Yekaterina Ageyeva, a Moscow specialist
on this sector in this region, tells journalist Ravil Safin that the NGOs are
today playing many of the roles that nationality-based groups did in the 1990s.
Those have become less active, and NGOs are able to get some grants and
official support when the others are not (kavtoday.ru/article/5454).
The NGO sector despite growth in
recent years still forms only about one percent of the Russian economy, and the
government via grants needs to do more, Ageyeva says. But it has to be careful
because some of the NGOs operating now are doing so only to make money rather
than do any good.
Savin, a journalist for the Caucasus
Today portal spoke with the leaders of four NGOs operating in the North
Caucasus. Svetlana Bayrmkulova, head of
the My Angel group in Karachayevo-Cherkessia, says her group focuses on
children who suffer from genetic diseases and accident and provides what help
it can in securing them daily support.
Members of her group travel through
the region to identify children with handicaps who aren’t getting the support
they need and working with them to secure such status and the funds it provides
as well as working with government and private organizations that may be able
to help such children.
Yekaterina Borisevich, head of the All-Caucasus
Youth Training Center works primarily with official agencies to help young
people find ways to participate in organized sports activities, something officials
see as a means of preventing them from possibly falling under the influence of
radical Islamists.
Her group also provide social and
psychological assistance to women and children who have suffered from violence
in the home or as a result of their religious convictions. She says that this
is one of the most important problems in the republics of the North Caucasus.

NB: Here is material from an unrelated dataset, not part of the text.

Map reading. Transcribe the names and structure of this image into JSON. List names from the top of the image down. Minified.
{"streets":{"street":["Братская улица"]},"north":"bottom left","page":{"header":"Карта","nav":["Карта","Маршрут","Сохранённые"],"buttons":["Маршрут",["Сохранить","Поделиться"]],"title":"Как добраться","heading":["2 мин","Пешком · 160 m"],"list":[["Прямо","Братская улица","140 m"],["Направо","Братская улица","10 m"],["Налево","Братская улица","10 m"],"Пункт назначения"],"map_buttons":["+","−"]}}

Malikat Dzhabirova, who heads the Mother
and Children NGO, says her group’s focus is on young women and on providing
them with information they aren’t getting from other sources about their
rights, their health, and their defense.
Her group works closely with a similar body in Moscow. If a North
Caucasus woman calls there, she is referred to Dzhbirova’s group.
“We do not have out own crisis
center, but we cooperate with various government and non-governmental
organizations” that do. Lately, she says, her colleagues have been providing
psychological assistance to women who have suffered violence in the home.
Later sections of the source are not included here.